** Opening Dataset entries block **

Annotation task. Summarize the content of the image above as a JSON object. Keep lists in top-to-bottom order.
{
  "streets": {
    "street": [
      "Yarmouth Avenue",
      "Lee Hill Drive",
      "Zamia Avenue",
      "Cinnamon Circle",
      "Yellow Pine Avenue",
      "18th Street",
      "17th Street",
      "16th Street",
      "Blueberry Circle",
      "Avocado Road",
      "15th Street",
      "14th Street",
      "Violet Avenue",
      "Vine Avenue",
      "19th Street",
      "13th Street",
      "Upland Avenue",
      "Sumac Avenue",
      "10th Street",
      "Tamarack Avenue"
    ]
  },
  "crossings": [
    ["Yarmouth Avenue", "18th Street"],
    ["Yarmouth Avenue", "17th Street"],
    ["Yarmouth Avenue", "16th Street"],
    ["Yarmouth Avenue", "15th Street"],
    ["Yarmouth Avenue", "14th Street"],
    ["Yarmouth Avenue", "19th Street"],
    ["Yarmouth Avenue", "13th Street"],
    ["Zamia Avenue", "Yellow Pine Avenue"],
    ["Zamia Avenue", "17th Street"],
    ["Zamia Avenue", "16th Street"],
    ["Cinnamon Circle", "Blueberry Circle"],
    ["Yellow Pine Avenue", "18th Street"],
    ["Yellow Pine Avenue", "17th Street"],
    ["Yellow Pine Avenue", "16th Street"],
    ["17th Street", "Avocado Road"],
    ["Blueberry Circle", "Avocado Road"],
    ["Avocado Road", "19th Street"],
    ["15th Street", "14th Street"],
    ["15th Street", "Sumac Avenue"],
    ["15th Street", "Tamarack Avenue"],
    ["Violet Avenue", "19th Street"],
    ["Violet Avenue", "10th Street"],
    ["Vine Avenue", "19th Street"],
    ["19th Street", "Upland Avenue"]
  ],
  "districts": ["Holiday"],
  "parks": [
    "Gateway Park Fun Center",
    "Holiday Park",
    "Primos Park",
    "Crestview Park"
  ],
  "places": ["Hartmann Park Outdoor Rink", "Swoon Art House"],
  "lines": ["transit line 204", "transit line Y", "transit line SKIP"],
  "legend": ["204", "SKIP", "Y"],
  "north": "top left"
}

** Closing Dataset entries block **

- **Task brief**
Without omitting anything, output the entries exactly.

- **Exercise response**
Annotation task. Summarize the content of the image above as a JSON object. Keep lists in top-to-bottom order.
{
  "streets": {
    "street": [
      "Yarmouth Avenue",
      "Lee Hill Drive",
      "Zamia Avenue",
      "Cinnamon Circle",
      "Yellow Pine Avenue",
      "18th Street",
      "17th Street",
      "16th Street",
      "Blueberry Circle",
      "Avocado Road",
      "15th Street",
      "14th Street",
      "Violet Avenue",
      "Vine Avenue",
      "19th Street",
      "13th Street",
      "Upland Avenue",
      "Sumac Avenue",
      "10th Street",
      "Tamarack Avenue"
    ]
  },
  "crossings": [
    ["Yarmouth Avenue", "18th Street"],
    ["Yarmouth Avenue", "17th Street"],
    ["Yarmouth Avenue", "16th Street"],
    ["Yarmouth Avenue", "15th Street"],
    ["Yarmouth Avenue", "14th Street"],
    ["Yarmouth Avenue", "19th Street"],
    ["Yarmouth Avenue", "13th Street"],
    ["Zamia Avenue", "Yellow Pine Avenue"],
    ["Zamia Avenue", "17th Street"],
    ["Zamia Avenue", "16th Street"],
    ["Cinnamon Circle", "Blueberry Circle"],
    ["Yellow Pine Avenue", "18th Street"],
    ["Yellow Pine Avenue", "17th Street"],
    ["Yellow Pine Avenue", "16th Street"],
    ["17th Street", "Avocado Road"],
    ["Blueberry Circle", "Avocado Road"],
    ["Avocado Road", "19th Street"],
    ["15th Street", "14th Street"],
    ["15th Street", "Sumac Avenue"],
    ["15th Street", "Tamarack Avenue"],
    ["Violet Avenue", "19th Street"],
    ["Violet Avenue", "10th Street"],
    ["Vine Avenue", "19th Street"],
    ["19th Street", "Upland Avenue"]
  ],
  "districts": ["Holiday"],
  "parks": [
    "Gateway Park Fun Center",
    "Holiday Park",
    "Primos Park",
    "Crestview Park"
  ],
  "places": ["Hartmann Park Outdoor Rink", "Swoon Art House"],
  "lines": ["transit line 204", "transit line Y", "transit line SKIP"],
  "legend": ["204", "SKIP", "Y"],
  "north": "top left"
}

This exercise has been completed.